(Stored data)

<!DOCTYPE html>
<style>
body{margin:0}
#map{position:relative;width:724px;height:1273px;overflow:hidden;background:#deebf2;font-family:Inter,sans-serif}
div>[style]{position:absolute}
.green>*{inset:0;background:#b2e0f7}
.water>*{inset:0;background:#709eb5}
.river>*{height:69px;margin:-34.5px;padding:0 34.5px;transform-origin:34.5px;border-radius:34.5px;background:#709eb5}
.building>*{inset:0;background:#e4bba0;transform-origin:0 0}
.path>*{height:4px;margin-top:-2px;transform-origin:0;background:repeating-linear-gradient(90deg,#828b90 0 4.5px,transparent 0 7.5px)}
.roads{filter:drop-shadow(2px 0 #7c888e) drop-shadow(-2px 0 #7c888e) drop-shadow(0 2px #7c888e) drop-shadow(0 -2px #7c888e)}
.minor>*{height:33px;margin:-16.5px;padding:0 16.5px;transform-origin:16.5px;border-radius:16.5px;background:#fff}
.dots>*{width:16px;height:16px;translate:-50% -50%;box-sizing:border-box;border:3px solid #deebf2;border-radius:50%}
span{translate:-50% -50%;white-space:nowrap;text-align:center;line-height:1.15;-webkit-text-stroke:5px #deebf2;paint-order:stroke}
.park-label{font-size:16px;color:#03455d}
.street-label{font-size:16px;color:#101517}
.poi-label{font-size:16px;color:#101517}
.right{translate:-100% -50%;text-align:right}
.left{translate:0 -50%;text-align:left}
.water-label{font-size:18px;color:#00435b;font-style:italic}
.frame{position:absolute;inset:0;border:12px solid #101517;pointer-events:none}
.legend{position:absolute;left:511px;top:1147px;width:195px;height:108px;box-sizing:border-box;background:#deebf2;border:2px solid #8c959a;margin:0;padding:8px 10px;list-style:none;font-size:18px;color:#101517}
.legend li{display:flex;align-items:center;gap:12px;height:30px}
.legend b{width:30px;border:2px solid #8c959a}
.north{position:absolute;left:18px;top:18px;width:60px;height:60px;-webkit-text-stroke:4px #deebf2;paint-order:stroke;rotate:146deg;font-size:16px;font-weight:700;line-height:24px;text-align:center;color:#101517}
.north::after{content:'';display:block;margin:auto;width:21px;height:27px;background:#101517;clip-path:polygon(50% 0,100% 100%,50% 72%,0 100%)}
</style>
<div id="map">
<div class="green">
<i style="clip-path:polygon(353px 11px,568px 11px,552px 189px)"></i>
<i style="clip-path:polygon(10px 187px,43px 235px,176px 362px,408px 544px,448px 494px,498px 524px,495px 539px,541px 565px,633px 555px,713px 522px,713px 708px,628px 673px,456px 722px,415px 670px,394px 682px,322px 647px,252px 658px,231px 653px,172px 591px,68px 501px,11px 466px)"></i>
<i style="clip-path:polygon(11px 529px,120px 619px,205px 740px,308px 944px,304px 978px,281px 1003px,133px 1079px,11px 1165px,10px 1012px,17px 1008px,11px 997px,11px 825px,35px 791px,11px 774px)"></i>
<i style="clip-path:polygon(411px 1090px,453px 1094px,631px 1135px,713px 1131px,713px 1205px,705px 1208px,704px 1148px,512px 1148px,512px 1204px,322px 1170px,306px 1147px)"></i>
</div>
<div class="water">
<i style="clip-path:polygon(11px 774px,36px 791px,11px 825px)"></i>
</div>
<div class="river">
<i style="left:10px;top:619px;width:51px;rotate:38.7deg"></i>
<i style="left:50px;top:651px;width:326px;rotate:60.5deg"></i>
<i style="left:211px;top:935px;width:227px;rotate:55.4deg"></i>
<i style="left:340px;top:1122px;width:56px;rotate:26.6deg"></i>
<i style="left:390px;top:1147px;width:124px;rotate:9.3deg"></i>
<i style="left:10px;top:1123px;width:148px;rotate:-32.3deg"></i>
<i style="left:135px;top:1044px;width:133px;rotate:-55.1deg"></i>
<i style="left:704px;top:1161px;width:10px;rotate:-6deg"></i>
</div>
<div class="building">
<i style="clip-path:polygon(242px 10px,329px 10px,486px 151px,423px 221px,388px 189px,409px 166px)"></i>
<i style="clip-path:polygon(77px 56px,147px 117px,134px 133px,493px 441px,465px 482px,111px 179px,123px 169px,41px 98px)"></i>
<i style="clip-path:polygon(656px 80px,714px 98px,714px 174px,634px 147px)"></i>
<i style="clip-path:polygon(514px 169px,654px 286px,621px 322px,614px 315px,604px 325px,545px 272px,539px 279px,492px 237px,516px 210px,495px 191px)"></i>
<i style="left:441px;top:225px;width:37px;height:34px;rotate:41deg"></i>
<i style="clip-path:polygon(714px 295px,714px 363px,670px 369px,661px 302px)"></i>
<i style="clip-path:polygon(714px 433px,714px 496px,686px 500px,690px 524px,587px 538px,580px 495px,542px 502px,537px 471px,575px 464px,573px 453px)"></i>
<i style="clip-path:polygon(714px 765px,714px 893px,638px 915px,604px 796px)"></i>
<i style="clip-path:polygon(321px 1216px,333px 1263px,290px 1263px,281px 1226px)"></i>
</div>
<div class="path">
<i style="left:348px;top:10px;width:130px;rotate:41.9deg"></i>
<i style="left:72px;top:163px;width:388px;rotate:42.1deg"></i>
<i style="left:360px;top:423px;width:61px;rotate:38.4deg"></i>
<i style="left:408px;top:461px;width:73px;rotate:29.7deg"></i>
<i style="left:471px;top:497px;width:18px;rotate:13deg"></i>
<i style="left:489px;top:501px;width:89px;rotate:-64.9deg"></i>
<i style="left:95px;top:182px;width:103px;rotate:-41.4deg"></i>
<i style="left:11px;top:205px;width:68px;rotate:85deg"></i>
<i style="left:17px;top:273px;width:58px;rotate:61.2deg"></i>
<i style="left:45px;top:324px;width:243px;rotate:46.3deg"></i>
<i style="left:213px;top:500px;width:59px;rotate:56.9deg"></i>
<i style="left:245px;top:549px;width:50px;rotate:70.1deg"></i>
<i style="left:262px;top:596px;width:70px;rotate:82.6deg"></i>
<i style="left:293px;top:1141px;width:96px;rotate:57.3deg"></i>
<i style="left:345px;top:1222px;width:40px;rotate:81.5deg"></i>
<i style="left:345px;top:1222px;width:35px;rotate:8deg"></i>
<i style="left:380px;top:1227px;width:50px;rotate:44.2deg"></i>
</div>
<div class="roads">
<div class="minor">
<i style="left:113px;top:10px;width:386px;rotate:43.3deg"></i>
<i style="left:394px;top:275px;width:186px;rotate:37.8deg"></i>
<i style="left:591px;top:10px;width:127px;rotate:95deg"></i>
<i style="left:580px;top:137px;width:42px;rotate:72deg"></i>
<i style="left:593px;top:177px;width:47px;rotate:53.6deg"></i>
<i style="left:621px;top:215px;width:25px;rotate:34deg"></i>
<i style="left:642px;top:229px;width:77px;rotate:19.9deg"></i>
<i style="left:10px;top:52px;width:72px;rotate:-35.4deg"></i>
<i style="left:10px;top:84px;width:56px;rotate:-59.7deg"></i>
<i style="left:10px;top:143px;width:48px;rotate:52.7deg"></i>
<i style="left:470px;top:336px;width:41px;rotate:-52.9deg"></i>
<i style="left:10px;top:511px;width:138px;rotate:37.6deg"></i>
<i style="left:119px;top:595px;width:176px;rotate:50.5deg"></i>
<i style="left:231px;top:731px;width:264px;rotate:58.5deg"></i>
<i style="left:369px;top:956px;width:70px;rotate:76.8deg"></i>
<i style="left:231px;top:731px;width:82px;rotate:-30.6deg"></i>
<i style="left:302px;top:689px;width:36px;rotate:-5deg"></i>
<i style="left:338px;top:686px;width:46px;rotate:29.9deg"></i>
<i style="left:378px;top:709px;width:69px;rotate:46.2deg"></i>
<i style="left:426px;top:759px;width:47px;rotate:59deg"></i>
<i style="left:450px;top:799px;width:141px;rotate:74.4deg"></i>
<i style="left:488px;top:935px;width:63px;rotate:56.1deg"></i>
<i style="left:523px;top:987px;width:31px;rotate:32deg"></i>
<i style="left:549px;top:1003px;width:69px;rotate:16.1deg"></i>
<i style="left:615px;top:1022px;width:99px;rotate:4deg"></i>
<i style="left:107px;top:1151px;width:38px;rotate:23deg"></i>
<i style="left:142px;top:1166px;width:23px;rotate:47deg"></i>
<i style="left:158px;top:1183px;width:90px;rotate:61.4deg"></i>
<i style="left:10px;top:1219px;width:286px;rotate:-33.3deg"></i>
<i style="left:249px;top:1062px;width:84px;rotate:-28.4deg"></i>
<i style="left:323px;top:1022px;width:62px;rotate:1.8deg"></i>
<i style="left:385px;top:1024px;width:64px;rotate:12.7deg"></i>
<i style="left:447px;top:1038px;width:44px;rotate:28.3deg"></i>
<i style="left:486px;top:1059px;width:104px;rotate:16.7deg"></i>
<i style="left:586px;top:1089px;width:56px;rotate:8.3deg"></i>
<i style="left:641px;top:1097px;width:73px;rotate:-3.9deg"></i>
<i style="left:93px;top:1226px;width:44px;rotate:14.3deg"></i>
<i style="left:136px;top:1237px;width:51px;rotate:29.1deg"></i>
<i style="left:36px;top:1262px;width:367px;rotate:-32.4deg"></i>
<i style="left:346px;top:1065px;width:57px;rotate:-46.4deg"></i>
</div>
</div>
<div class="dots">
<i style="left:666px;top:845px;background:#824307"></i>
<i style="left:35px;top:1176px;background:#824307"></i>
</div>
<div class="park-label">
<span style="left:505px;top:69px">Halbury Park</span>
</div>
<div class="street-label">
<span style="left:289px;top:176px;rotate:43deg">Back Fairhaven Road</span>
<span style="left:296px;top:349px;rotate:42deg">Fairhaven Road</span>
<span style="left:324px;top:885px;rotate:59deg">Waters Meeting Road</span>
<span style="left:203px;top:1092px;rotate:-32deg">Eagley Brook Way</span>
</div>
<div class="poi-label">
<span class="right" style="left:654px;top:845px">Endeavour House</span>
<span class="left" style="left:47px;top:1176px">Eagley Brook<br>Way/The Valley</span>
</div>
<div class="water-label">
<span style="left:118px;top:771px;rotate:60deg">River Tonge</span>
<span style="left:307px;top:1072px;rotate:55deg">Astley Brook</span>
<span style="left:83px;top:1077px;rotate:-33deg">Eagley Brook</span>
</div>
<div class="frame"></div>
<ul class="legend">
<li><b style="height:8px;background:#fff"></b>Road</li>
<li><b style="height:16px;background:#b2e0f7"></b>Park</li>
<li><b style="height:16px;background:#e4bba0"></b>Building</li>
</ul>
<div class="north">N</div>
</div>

■ **EXERCISE INSTRUCTIONS**:
An exact copy of the data is needed, running from its first line through the line that holds "0 #7c888e) drop-shadow(-2px", and nothing beyond that.

■ **ANSWER TO THE PROBLEM**:
<!DOCTYPE html>
<style>
body{margin:0}
#map{position:relative;width:724px;height:1273px;overflow:hidden;background:#deebf2;font-family:Inter,sans-serif}
div>[style]{position:absolute}
.green>*{inset:0;background:#b2e0f7}
.water>*{inset:0;background:#709eb5}
.river>*{height:69px;margin:-34.5px;padding:0 34.5px;transform-origin:34.5px;border-radius:34.5px;background:#709eb5}
.building>*{inset:0;background:#e4bba0;transform-origin:0 0}
.path>*{height:4px;margin-top:-2px;transform-origin:0;background:repeating-linear-gradient(90deg,#828b90 0 4.5px,transparent 0 7.5px)}
.roads{filter:drop-shadow(2px 0 #7c888e) drop-shadow(-2px 0 #7c888e) drop-shadow(0 2px #7c888e) drop-shadow(0 -2px #7c888e)}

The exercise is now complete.